REQUIRED WORK –
Skip every picture while you write out the records below, from the first line through the one that contains "display:flex; align-items:center; gap:8px;", both ends kept.

Dataset entries:
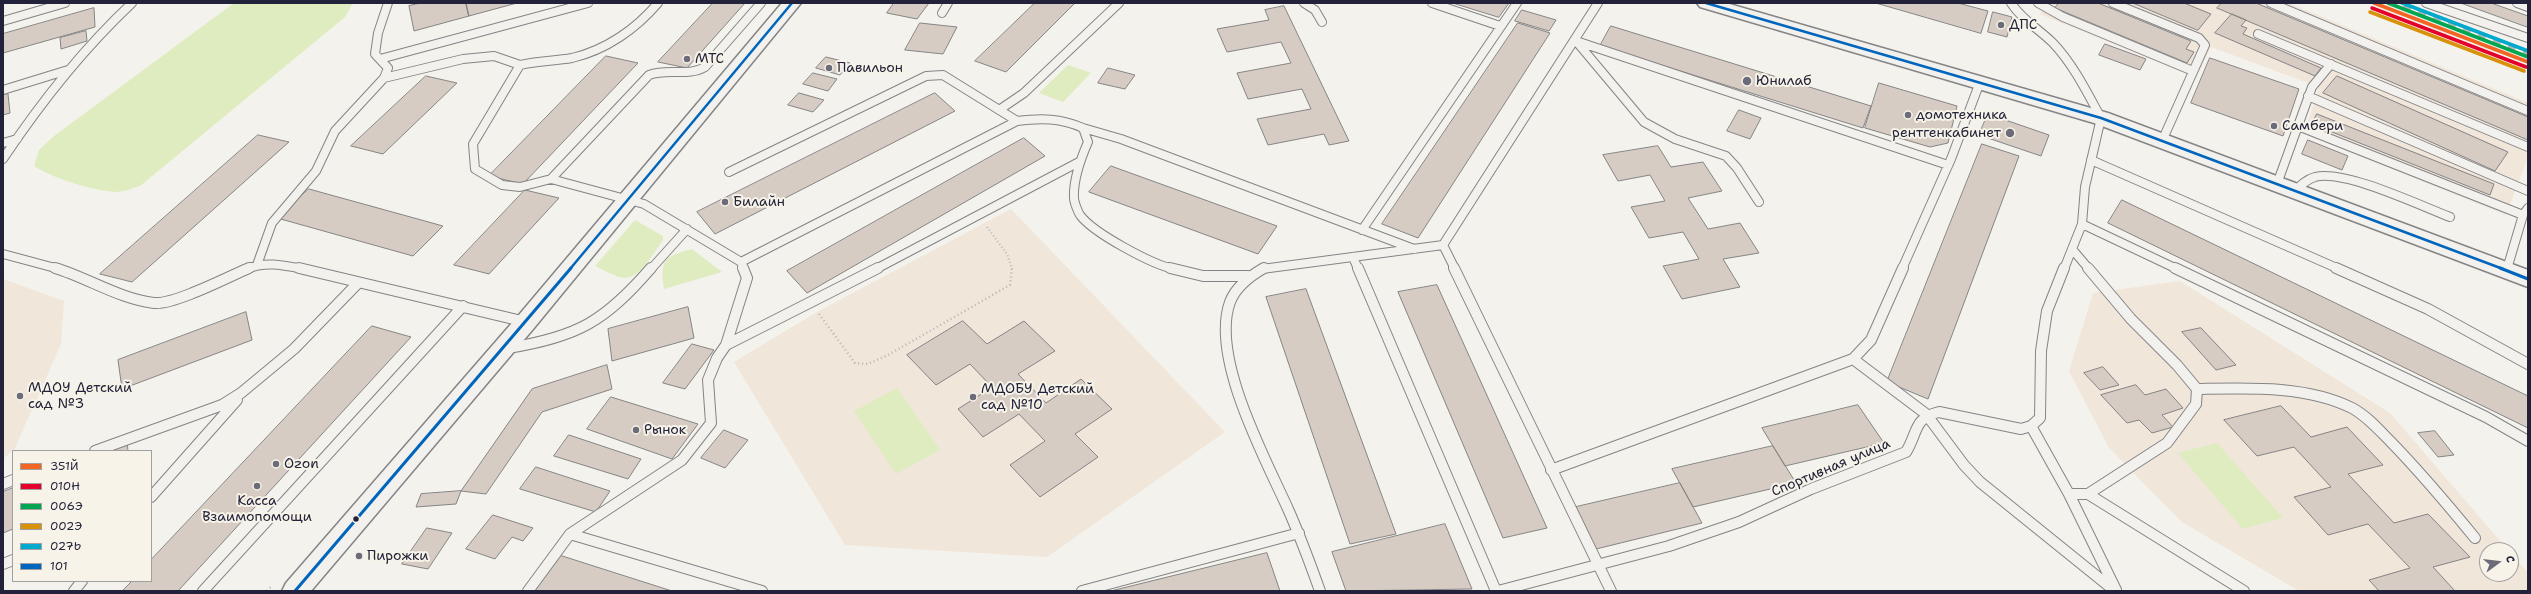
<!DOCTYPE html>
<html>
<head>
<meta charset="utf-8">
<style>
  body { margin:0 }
  #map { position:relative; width:2531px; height:594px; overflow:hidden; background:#f4f2ec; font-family:"Shantell Sans",sans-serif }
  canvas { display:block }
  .frame { position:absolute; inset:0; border:4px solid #22223b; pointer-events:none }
  .legend { position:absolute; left:12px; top:450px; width:140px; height:132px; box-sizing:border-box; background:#f7f3e8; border:1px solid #a29fa3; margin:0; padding:5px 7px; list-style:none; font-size:12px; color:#22223b }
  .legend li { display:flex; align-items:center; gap:8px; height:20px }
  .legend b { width:20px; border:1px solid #a29fa3 }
  .north { position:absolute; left:2479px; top:542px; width:40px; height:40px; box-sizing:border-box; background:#f7f3e8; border:1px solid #a29fa3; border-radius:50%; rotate:75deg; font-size:11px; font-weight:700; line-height:16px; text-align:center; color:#22223b }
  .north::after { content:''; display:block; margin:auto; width:14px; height:18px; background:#6c6b79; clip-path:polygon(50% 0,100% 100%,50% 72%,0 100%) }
</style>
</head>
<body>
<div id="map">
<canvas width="2531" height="594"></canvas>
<div class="frame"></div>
<ul class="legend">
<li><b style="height:5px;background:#f26522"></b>351Й</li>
<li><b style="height:5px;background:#e4002b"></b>010Н</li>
<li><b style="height:5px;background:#00a651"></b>006Э</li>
<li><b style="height:5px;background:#d79209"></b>002Э</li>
<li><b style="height:5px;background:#00a9ce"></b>027Ь</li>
<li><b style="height:5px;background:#0065bd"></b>101</li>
</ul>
<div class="north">С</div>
</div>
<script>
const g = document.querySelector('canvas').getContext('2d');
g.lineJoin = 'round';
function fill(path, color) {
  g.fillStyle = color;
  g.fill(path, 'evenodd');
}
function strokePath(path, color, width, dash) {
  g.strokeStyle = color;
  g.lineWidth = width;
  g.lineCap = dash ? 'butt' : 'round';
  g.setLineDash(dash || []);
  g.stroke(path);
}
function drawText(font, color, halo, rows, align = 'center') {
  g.font = font + ' "Shantell Sans",sans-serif';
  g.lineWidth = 4;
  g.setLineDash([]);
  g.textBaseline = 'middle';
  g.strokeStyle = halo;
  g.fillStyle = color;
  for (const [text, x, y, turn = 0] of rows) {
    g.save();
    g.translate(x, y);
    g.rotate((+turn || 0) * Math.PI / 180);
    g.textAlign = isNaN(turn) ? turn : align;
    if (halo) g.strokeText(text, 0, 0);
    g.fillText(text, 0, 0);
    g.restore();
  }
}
fill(new Path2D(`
  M2047,3H2289L2528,103V157L2506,215L2304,134L2319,87L2211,47L2196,78L2040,14Z
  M1011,209L1225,432L1047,557L845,545L734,362L817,312Z
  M3,279L64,301L61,344L15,448L3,459Z
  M2180,281L2390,413L2508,550H2487V574H2511V553L2528,573V591H2299L2182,522L2109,448L2069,371L2093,293Z`), '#f0e6da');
fill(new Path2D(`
  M234,3H353L345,17L140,186C133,188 124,192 116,192C94,191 52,178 34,166L39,150L54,136Z
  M1068,65L1091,73L1063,102L1039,93Z
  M635,220L663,236V240C655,251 640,279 624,278C615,277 604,270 595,266Z
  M692,249L722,272L664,289C660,260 663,257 692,249Z
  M897,388L940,450L896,474L854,411Z
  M2217,443L2283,518L2243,529L2178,453Z`), '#dfecc0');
const building = new Path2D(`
  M421,3H466L469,16L414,31L409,6Z
  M466,3H517L469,16Z
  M713,3H745L687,68L658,62Z
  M894,3H929L917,19L887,13Z
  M1035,3H1075L1006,72L975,61Z
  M1453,3H1509L1499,17Z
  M1876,3H1958L1988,11L1981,33Z
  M2059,3H2098L2191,41L2186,49L2194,52L2187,63L2055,8Z
  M2133,3H2184L2211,14L2198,30Z
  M2222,3H2256L2528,117V140L2217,8Z
  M2461,3H2491L2528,16V27Z
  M1284,6L1349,141L1329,145L1324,134L1268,145L1257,119L1311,109L1302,89L1248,99L1237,73L1291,63L1281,42L1227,52L1217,29L1269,20L1265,10Z
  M94,8L95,27L3,53V34Z
  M1522,10L1556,20L1549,31L1515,21Z
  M1993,12L2012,17L2007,37L1988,32Z
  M2232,14L2246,20L2241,26L2247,28L2243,34L2321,68L2315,76L2215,33Z
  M920,23L957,27L943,54L905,50Z
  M1518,23L1550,33L1418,238L1382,224Z
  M1611,26L1871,106L1863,128L1600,46Z
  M86,31L87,41L61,49L60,38Z
  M2105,44L2146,59L2140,70L2099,55Z
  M606,56L638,63L523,184L489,176Z
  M826,57L850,63L840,75L816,68Z
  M2210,58L2299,89L2283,136L2191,103Z
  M1108,68L1135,75L1125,89L1098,83Z
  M813,73L837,79L828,91L803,84Z
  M426,76L457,83L383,154L351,146Z
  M2337,76L2508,152L2495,171L2323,93Z
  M1879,83L1957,106L1948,143L1930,147L1865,128Z
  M799,93L824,100L813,112L788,105Z
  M935,93L955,111L715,234L697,212Z
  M8,94L10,113L3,115V95Z
  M1739,110L1761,118L1750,139L1727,131Z
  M1988,114L2049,135L2041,156L1979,135Z
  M2317,114L2494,184L2490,195L2312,124Z
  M258,135L289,142L132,282L100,274Z
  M1024,138L1045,156L807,293L787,271Z
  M2308,140L2348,156L2342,170L2302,154Z
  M1982,144L2019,156L1928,399L1887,382Z
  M1658,146L1671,167L1703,162L1722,191L1688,198L1708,229L1740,223L1759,253L1723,259L1740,287L1682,299L1663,266L1699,259L1683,232L1649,238L1631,207L1665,201L1650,175L1618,181L1603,155Z
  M1111,166L1277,226L1258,254L1089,192Z
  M309,189L443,226L413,256L277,218Z
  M525,190L559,198L489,274L454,265Z
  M2122,200L2528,396V428L2108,223Z
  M1437,285L1547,528L1503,538L1398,292Z
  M1306,289L1396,534L1350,544L1266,297Z
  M688,307L694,338L612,361L608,329Z
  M246,312L252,340L122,389L118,360Z
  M963,321L987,344L1024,321L1055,351L1018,374L1046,403L1081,379L1112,409L1075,434L1098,457L1040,497L1010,465L1045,441L1019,414L983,437L958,409L992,387L970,364L936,385L907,355Z
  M372,326L411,337L178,591H122L132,581H151V560Z
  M2201,328L2236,365L2216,370L2182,332Z
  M692,344L714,350L685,389L663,383Z
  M607,365L612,389L542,412L486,494L461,491L532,389Z
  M2103,367L2119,385L2100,390L2084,373Z
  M2136,385L2145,395L2166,389L2183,408L2162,415L2173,427L2152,433L2139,420L2127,423L2101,395Z
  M611,397L698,424L672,459L587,429Z
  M1858,405L1884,443L1785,466L1762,428Z
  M2281,406L2311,437L2347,427L2383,465L2348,474L2394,523L2428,514L2470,557L2433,567L2455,591H2379L2369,580L2410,568L2368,524L2328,535L2294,497L2331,487L2294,447L2257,456L2224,420Z
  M724,430L748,440L725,468L701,458Z
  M2435,431L2454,455L2438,457L2418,433Z
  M569,435L641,459L628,479L554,456Z
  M127,441L128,451H103Z
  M1773,446L1796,483L1693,507L1672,469Z
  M536,467L610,491L596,512L520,489Z
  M1680,483L1702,523L1596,549L1576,507Z
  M13,488V529L3,533V492Z
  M461,491L456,504L416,507L421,494Z
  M493,515L533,528L523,541L512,537L495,559L466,549Z
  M1445,524L1472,589L1346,591L1332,552Z
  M427,528L452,533L428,569L402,564Z
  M1267,553L1280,591H1111Z
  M556,554L672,591H528Z`);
fill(building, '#d6ccc3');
strokePath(building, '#858486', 1);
const serviceFar1 = new Path2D(`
  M658,3C636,29 606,50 572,58C554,61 537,61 520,65L473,144L475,169L502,185L520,187L551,179L644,204L741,262L744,269
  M1304,3L1315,10L1322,22
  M1432,3L1500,26
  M2011,3C2022,20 2039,29 2053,43C2073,64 2087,92 2101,118L2085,187L2082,224L2064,269
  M2038,3L2063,17L2193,71
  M2113,3L2199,38L2205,45L2162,141
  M2271,3L2528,111
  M2426,3L2528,38
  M2517,3L2528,7
  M942,13L948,3
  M3,21L65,3
  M2258,34L2528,147
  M1576,41L1948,165
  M1576,41L1644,122L1675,139L1726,156L1737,168L1759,202
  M380,59L588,3
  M384,78L463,59L494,56L520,65
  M3,90L68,70
  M2308,96L2528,191
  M999,110L1024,93L1119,3
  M2298,126L2523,215
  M1083,128L1121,139L1414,249
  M3,143L17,139
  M3,159C41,102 82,50 132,3
  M2091,160L2339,269
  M729,172L926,76L943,75L1017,121
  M551,179L649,75C668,68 688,77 705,67L761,3
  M2277,184L2312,87L2331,64
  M2295,191C2301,185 2307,179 2315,177C2344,169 2421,206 2450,217
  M2082,224L2177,269
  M1362,230L1517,3
  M1443,245L1455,269
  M2072,249L2089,269
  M3,254L59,269
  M1353,257L1358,269
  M741,262L1017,121C1041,118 1061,118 1083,128L1088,142C1081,158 1073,179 1074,198C1074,202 1078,212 1080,215C1093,233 1153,265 1174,269
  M257,265L272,223L316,171L335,131L384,78L388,68L375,54L378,33L388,3
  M246,269C266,261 283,265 303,269
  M651,269L687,229
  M876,269L1079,162
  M1262,269L1443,245L1598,3
  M1902,269L1951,159L1980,82
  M2507,269L2523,215L2528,208`);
const service = new Path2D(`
  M55,268C88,278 120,299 154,303C174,305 228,277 249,268
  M299,268L526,322
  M1170,268L1203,276H1248
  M1264,268C1250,276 1236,286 1230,302C1210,357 1265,458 1288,509C1300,536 1310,563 1320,591
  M1358,268L1496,591
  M1454,268L1611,591
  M2088,268L2131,319L2177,365L2197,389C2247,388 2306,385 2352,408C2367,416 2379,430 2391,442C2421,473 2448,505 2475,538
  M2175,268L2486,417L2528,441
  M2336,268L2428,309L2528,364
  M2507,270V268
  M726,345L878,268
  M508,348C578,337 605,321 651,268
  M1853,359L1926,414L1964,465L1980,482L2115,591
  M2031,426L2069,494L2116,590
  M95,451L222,405L241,393L294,349L358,283
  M1551,470L1853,359L1871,340L1903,268
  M3,484L13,480
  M2069,494H2088L2167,443L2196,404L2197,389
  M2088,494L2244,591
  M151,497L237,400
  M570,534L762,591
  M3,564L13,560
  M74,591L82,581
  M203,591L463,306
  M528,591L570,534L682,460L711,423L708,380L717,358L726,345L747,278L743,268
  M1082,591L1299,533
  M1498,591L1669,546L1739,522L1811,489L1906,452C1918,433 1913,418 1939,412L2021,429L2031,426L2040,418L2041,351L2047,311L2064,268`);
const secondary = new Path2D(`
  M782,3H801L534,328L311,591H282L286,583L518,316Z
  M1697,3H1726L2108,113L2528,270V287L2094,123L1700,7Z`);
strokePath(serviceFar1, '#858486', 10);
strokePath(service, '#858486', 12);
strokePath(secondary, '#858486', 3);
strokePath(new Path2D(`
  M987,227L1007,254L1012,269`), '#b8b6b6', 2, [1, 2.5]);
strokePath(new Path2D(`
  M819,314L855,363L868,364L888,355L1010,285L1012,268
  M267,591L272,586`), '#b8b6b6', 2.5, [1, 3]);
strokePath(serviceFar1, '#f2f1ed', 8);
strokePath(service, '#f2f1ed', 10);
fill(secondary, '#f2f1ed');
const rail = new Path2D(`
  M2396,3L2528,54`);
strokePath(rail, '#b8b6b6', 4);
strokePath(rail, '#f7f3e8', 2.5, [8]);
strokePath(new Path2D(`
  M1706,3L2101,118L2503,269
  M570,269L792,3`), '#0065bd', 2.5);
strokePath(new Path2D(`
  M2500,268L2528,279
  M295,591L571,268`), '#0065bd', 3);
strokePath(new Path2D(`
  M2374,3L2528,62`), '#f26522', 3.5);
strokePath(new Path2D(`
  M2372,8L2526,67`), '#e4002b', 3.5);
strokePath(new Path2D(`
  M2388,3L2528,57`), '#00a651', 3.5);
strokePath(new Path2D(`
  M2370,12L2524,71`), '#d79209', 3.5);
strokePath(new Path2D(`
  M2402,3L2528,51`), '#00a9ce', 3.5);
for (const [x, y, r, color] of [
  [2001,25,4,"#6c6b79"],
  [687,59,4,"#6c6b79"],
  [829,68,4,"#6c6b79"],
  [1747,81,5,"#6c6b79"],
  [1908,115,4,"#6c6b79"],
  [2274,126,4,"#6c6b79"],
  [2010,133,5,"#6c6b79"],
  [725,202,4,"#6c6b79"],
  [20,396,4,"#6c6b79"],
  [973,397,4,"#6c6b79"],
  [636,430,4,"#6c6b79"],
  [276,464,4,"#6c6b79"],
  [257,486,4,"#6c6b79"],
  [356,519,3.5,"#22223b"],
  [359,556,4,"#6c6b79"]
]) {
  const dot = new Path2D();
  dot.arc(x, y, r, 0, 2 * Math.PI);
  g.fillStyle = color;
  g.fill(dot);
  strokePath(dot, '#f7f3e8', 1.5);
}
drawText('14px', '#22223b', '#f7f3e8', [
  ["ДПС",2009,25],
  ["МТС",695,59],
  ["Павильон",837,68],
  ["Юнилаб",1756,81],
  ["домотехника",1916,115],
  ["Самбери",2282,126],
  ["рентгенкабинет",2001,133,"right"],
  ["Билайн",733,202],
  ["МДОУ Детский",28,388],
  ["сад №3",28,404],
  ["МДОБУ Детский",981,389],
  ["сад №10",981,405],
  ["Рынок",644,430],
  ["Ozon",284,464],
  ["Касса",257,501,"center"],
  ["Взаимопомощи",257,517,"center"],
  ["Пирожки",367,556]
], 'left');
drawText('14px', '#22223b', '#f7f3e8', [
  ["Спортивная улица",1831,468,-23]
]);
</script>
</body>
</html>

RESPONSE TO THIS TASK –
<!DOCTYPE html>
<html>
<head>
<meta charset="utf-8">
<style>
  body { margin:0 }
  #map { position:relative; width:2531px; height:594px; overflow:hidden; background:#f4f2ec; font-family:"Shantell Sans",sans-serif }
  canvas { display:block }
  .frame { position:absolute; inset:0; border:4px solid #22223b; pointer-events:none }
  .legend { position:absolute; left:12px; top:450px; width:140px; height:132px; box-sizing:border-box; background:#f7f3e8; border:1px solid #a29fa3; margin:0; padding:5px 7px; list-style:none; font-size:12px; color:#22223b }
  .legend li { display:flex; align-items:center; gap:8px; height:20px }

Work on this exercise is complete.